The expected chunk size is an important parameter in CDC algorithms, and will affect DER significantly. Thus, it is important to study how to set the expected chunk size reasonably to improve DER. Nowadays, researchers suggest setting the expected chunk size by rule of thumb. For example, 4 KB [17] or 8 KB [3,7,18] are considered reasonable by some researchers; Symantec Storage Foundation 7.0 (Mountain View, CA, USA) recommends a chunk size of 16 KB or higher [19]; IBM (Armonk, NY, USA) mentioned the average chunk size for most deduplicated files is about 100 KB [20]. However, these expected chunk sizes lack either theoretical proof or experimental evaluation. Suzaki [21] studied the effect of chunk size from 4 KB to 512 KB on Input/Output (I/O) optimization by experiments, and showed large chunks (256 KB) were effective. However, the main concern of Suzaki’s work is to optimize I/O rather than DER by setting chunk size, whereas, we focus on the impact of chunk size on DER in this paper.

3. Background

3.1. The Symbol Definitions

In Table 1, we defined the symbols that will be used in this paper.

3.2. The Principal of CDC

In this paper, our study was based on the original implementation of CDC, which was first proposed in LBFS [7]. The principal of the CDC algorithm is shown in Figure 1. A 48 byte window slides continuously from the beginning of the data stream. The rabin fingerprint [13] of the current window data is calculated and then this fingeprint is judged on whether its low-order x bits equals a magic value. Thus, the boundary can be judged by whether the condition rabin_fp & mask==mask-1 is met. The rabin_fp represents the rabin fingerprint of the current window data; mask is a predefined binary value and is used to obtain the low-order x bits of the fingerprint. For example, if mask is set to 1111 in binary, the low-order 4 bits will be obtained. The magic value could be set to mask-1 or any value less than or equal to mask.

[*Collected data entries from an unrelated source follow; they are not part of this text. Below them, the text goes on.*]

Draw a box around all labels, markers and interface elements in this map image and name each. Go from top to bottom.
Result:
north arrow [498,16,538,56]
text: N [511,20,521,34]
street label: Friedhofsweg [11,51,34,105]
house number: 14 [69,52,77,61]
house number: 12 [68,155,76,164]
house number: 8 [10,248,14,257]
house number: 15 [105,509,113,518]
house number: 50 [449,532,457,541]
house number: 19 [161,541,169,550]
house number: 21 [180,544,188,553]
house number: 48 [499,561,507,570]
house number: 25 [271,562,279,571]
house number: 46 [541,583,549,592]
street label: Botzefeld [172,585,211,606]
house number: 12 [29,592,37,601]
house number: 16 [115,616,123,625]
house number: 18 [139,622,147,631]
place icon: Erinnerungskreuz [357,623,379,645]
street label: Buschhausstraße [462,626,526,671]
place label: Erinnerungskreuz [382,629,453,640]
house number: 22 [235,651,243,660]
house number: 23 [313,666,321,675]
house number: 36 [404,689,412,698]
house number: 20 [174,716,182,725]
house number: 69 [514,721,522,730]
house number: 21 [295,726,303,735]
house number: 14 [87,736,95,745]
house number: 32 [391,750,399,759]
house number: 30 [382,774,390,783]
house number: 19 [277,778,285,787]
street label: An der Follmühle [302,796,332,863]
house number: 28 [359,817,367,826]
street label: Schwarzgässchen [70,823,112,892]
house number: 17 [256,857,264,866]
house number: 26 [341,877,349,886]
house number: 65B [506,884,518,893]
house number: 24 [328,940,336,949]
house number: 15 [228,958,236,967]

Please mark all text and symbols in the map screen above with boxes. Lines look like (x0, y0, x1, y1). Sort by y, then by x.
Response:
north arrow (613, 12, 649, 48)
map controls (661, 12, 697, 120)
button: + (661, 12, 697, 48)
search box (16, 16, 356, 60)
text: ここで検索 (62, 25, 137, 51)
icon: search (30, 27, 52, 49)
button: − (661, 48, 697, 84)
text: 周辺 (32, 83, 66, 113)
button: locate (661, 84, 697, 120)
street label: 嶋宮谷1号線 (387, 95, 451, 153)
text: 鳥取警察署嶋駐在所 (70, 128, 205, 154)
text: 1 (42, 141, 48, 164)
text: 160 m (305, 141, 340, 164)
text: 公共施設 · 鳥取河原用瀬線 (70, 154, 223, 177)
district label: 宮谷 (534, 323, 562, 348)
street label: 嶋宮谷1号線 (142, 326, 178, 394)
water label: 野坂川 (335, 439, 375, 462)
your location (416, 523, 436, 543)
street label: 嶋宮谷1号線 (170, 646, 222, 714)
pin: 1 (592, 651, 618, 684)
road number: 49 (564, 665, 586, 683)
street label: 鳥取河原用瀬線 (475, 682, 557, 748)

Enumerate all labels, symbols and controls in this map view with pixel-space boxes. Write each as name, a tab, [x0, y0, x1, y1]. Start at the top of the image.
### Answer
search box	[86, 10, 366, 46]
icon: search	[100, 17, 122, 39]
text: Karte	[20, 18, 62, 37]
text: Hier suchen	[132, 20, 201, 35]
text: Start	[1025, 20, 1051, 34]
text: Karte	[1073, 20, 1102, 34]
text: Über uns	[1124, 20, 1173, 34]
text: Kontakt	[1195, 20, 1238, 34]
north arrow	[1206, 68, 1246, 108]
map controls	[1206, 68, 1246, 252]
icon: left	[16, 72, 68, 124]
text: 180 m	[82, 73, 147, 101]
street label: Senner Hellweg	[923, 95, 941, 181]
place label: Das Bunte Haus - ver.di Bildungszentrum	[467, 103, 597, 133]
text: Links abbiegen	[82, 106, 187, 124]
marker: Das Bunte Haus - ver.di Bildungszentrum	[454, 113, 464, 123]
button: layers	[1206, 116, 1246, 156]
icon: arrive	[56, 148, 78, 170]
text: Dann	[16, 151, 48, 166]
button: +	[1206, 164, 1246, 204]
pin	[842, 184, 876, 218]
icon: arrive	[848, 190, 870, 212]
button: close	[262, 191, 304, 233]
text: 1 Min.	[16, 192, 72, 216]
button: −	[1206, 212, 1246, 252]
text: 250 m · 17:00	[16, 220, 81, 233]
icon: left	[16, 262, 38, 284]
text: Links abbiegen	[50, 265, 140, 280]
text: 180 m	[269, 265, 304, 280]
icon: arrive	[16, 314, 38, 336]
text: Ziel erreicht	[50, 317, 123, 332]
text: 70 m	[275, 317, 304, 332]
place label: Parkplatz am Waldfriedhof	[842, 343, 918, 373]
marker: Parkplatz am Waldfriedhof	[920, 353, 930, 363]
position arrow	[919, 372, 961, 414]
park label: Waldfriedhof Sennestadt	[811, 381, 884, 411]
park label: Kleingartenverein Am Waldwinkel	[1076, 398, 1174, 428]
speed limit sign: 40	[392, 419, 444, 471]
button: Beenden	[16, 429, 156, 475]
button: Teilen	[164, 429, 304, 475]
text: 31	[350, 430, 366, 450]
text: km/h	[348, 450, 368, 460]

If the condition is met, the last byte of the current window is used as the boundary of the chunk. After the window sliding finished, the formed boundaries divide the data stream into a series of data chunks with variable lengths. To avoid the chunks being too large or too small, the maximum and minimum value of the chunks need to be set. The window slides from a minimum chunk size position, and if the chunk size is bigger than maximum, the last byte of the current window is set as the boundary enforced.

3.3. The Expected Chunk Size

The process of the CDC algorithm is to slide a window by one byte and judge whether the current position is a boundary. Since the rabin hash function [13] generates a fingerprint with input data uniformly, the probability that low-order x bits of a region’s fingerprint equals a chosen value is 1/2^x. This chunking process can be considered a Bernoulli trial; thus, the expected boundaries number X obeys Binomial distribution, as

X ~ b (S - W + 1, 1 / 2^{x})

(1)

In Equation (1), S is the length of the data stream; W is the size of the sliding window; and x is the length of the mask. For example, if x = 4, then mask = 1111; if x = 3, then mask = 111.

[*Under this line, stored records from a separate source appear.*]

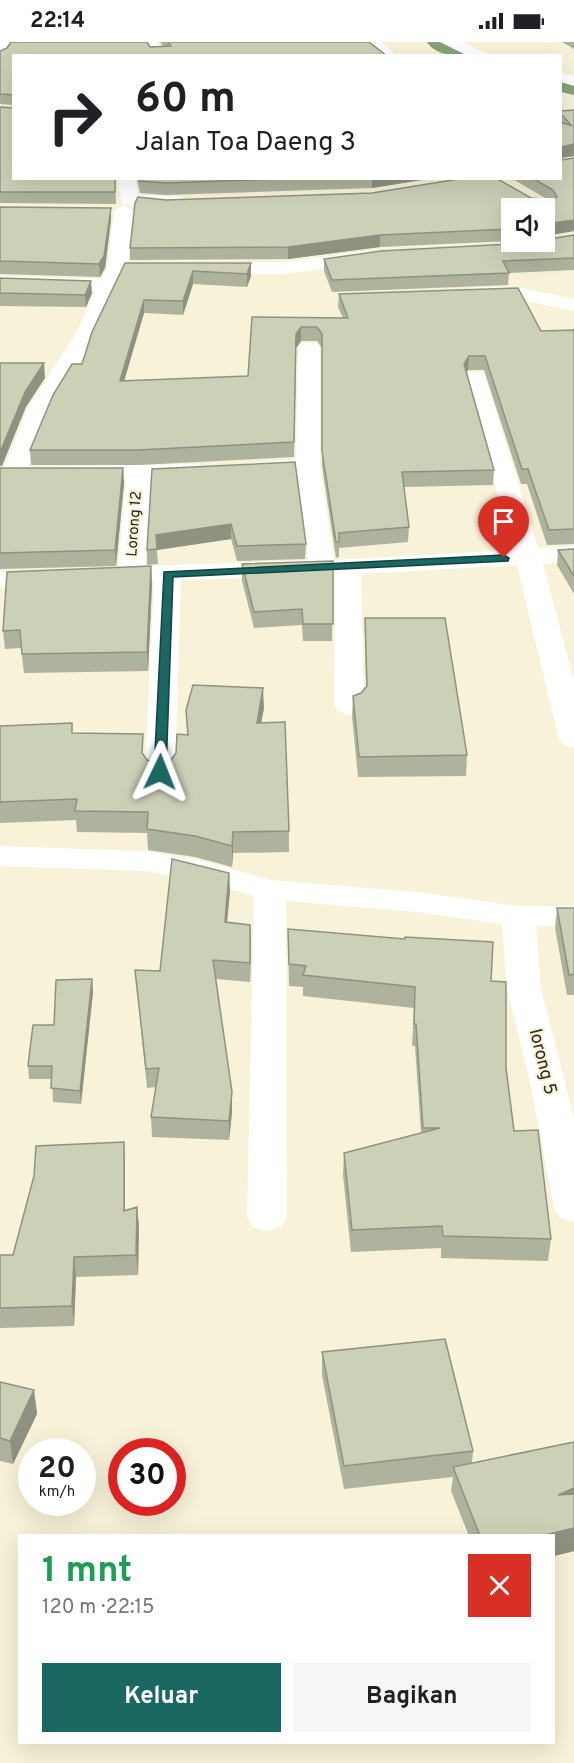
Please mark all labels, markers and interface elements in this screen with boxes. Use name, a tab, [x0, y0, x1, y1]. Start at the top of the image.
text: 22:14	[30, 8, 85, 35]
text: 60 m	[135, 74, 236, 127]
icon: right	[36, 78, 114, 156]
text: Jalan Toa Daeng 3	[135, 126, 356, 160]
map controls	[501, 198, 555, 252]
button: sound	[501, 198, 555, 252]
street label: Lorong 12	[123, 490, 147, 558]
pin	[478, 496, 529, 558]
icon: arrive	[487, 505, 520, 538]
position arrow	[128, 740, 192, 804]
street label: lorong 5	[523, 1027, 561, 1097]
speed limit sign: 30	[108, 1438, 186, 1516]
text: 20	[38, 1451, 76, 1488]
text: km/h	[39, 1483, 75, 1502]
text: 1 mnt	[42, 1549, 132, 1595]
button: close	[468, 1554, 531, 1617]
text: 120 m · 22:15	[42, 1595, 154, 1621]
button: Keluar	[42, 1663, 281, 1732]
button: Bagikan	[293, 1663, 531, 1732]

The expectation of boundaries number is:

E (X) = \frac{S - W + 1}{2^{x}}

(2)

The expectation of chunks number is:

n_{e} = E (X) + 1 = \frac{S - W + 1}{2^{x}} + 1

(3)

We assume the expected chunk size μ is far less than the data stream length S. Therefore, the expected chunk size is:

μ = \frac{S}{n_{e}} = \frac{S \cdot 2^{x}}{S - W + 1 + 2^{x}} \approx \frac{S \cdot 2^{x}}{S + 2^{x}} \approx \frac{S \cdot 2^{x}}{S} \approx 2^{x}

(4)

Equation (4) shows that the expected chunk size μ is decided by the mask length x, and these two variables have an exponential relationship.

4. Modeling DER with the Expected Chunk Size

Three kinds of data need to be stored after the deduplication: (1) Unique data—this data is judged as not existing in the storage system by the CDC algorithm; (2) Metadata—this data contains the address information of the chunks to rebuild the data stream; (3) Fingerprint index—the Secure Hash Algorithm-1 (SHA-1) or MD5 hash value of each unique data is used as its fingerprint. All fingerprints are stored in a lookup index to detect whether a new chunk is duplicated with the existing chunks.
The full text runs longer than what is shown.